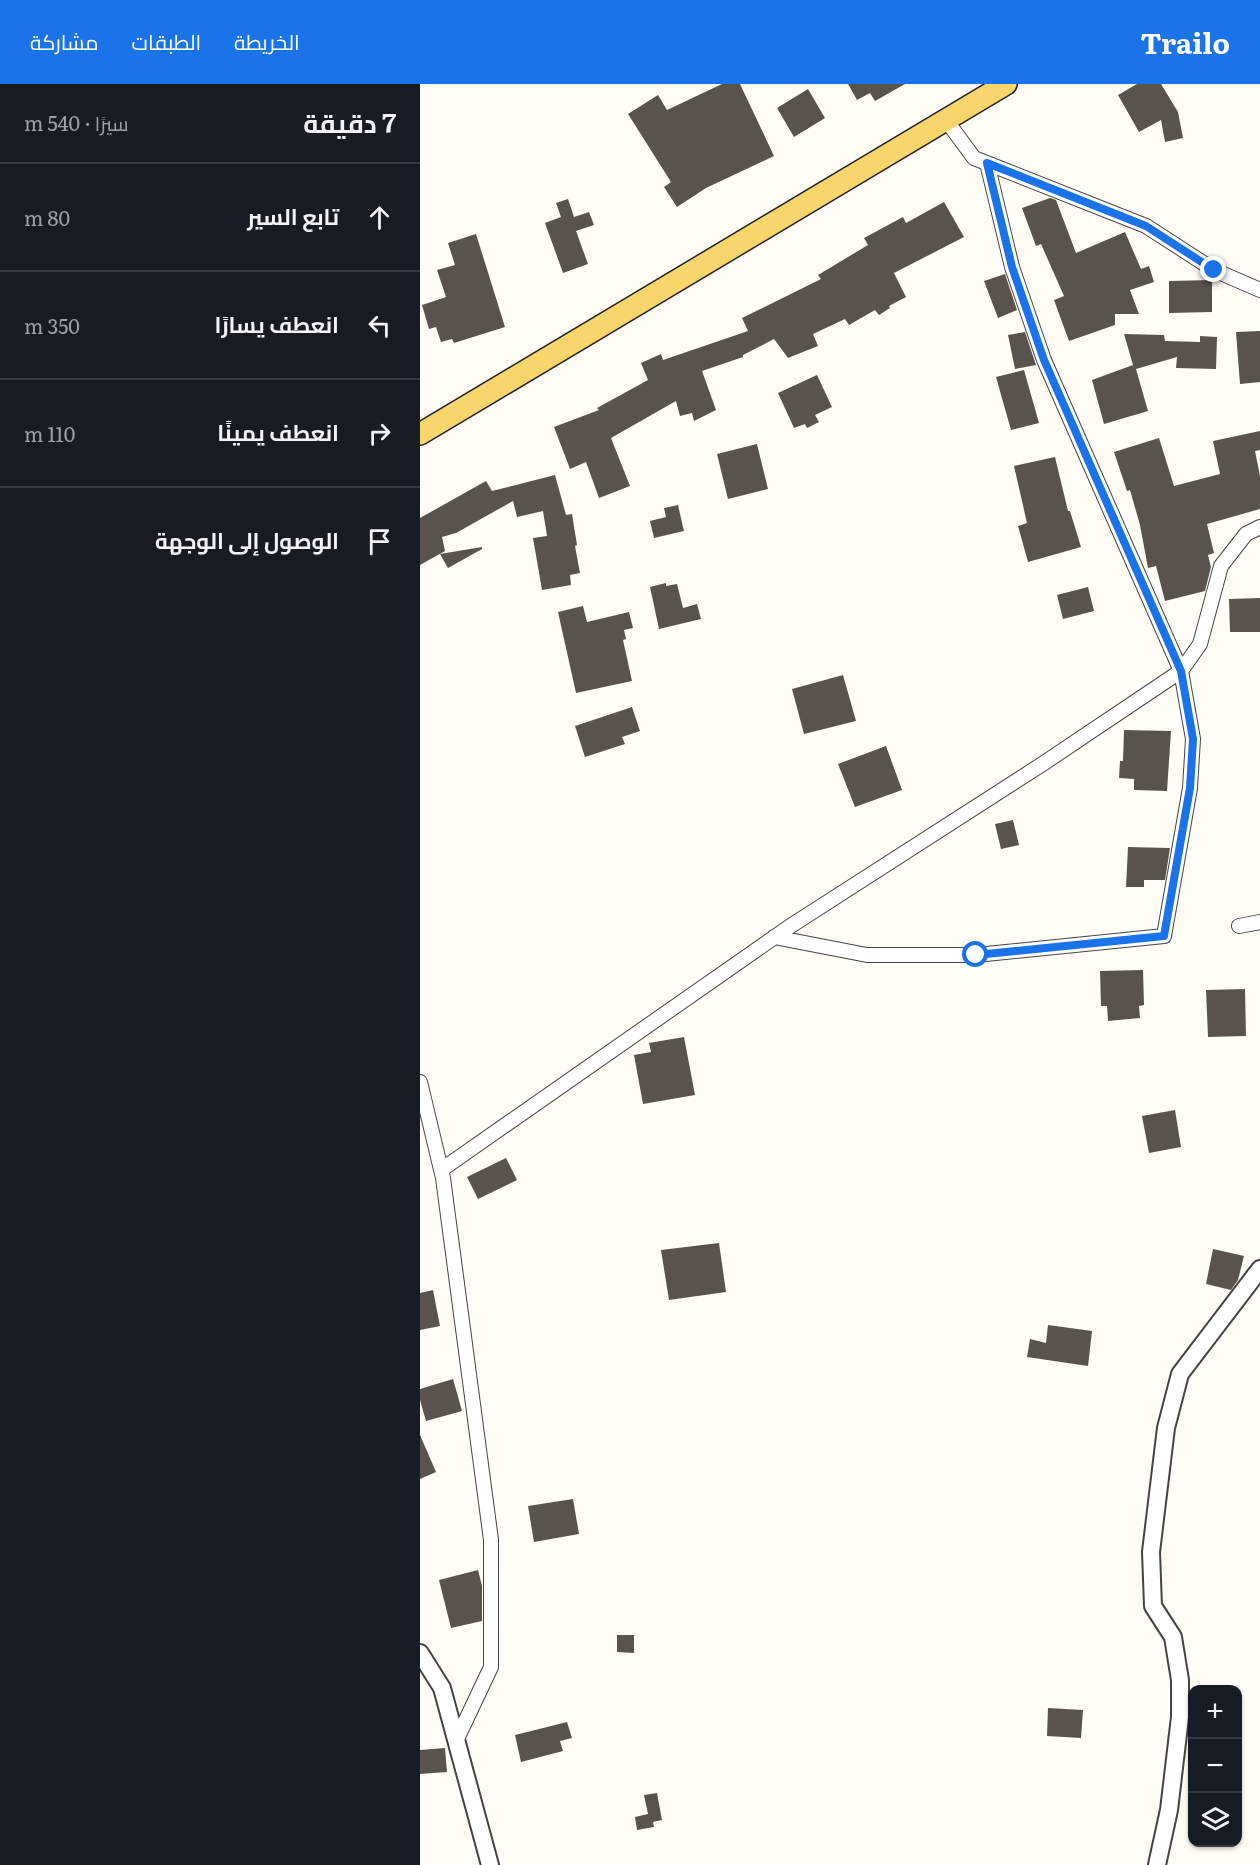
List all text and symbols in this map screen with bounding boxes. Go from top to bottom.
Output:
text: Trailo [1141,21,1230,63]
text: مشاركة [30,25,99,56]
text: الطبقات [132,25,201,56]
text: الخريطة [234,25,300,56]
text: 7 دقيقة [303,102,396,141]
text: سيرًا · 540 m [24,107,129,137]
text: تابع السير [247,199,339,232]
icon: ahead [363,201,396,234]
text: 80 m [24,202,70,232]
route end [1200,256,1226,282]
text: انعطف يسارًا [215,307,339,340]
icon: left [363,309,396,342]
text: 350 m [24,310,80,340]
text: انعطف يمينًا [217,415,339,448]
icon: right [363,417,396,450]
text: 110 m [24,418,75,448]
text: الوصول إلى الوجهة [155,523,339,556]
icon: arrive [363,525,396,558]
route start [962,941,988,967]
map controls [1188,1685,1242,1847]
button: + [1188,1685,1242,1739]
button: − [1188,1739,1242,1793]
button: layers [1188,1793,1242,1847]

++++

→ **WHAT TO WORK ON**
A faithful copy is needed: reproduce all of the data above, leaving the pictures out.

→ **OUTPUT**
List all text and symbols in this map screen with bounding boxes. Go from top to bottom.
Output:
text: Trailo [1141,21,1230,63]
text: مشاركة [30,25,99,56]
text: الطبقات [132,25,201,56]
text: الخريطة [234,25,300,56]
text: 7 دقيقة [303,102,396,141]
text: سيرًا · 540 m [24,107,129,137]
text: تابع السير [247,199,339,232]
icon: ahead [363,201,396,234]
text: 80 m [24,202,70,232]
route end [1200,256,1226,282]
text: انعطف يسارًا [215,307,339,340]
icon: left [363,309,396,342]
text: 350 m [24,310,80,340]
text: انعطف يمينًا [217,415,339,448]
icon: right [363,417,396,450]
text: 110 m [24,418,75,448]
text: الوصول إلى الوجهة [155,523,339,556]
icon: arrive [363,525,396,558]
route start [962,941,988,967]
map controls [1188,1685,1242,1847]
button: + [1188,1685,1242,1739]
button: − [1188,1739,1242,1793]
button: layers [1188,1793,1242,1847]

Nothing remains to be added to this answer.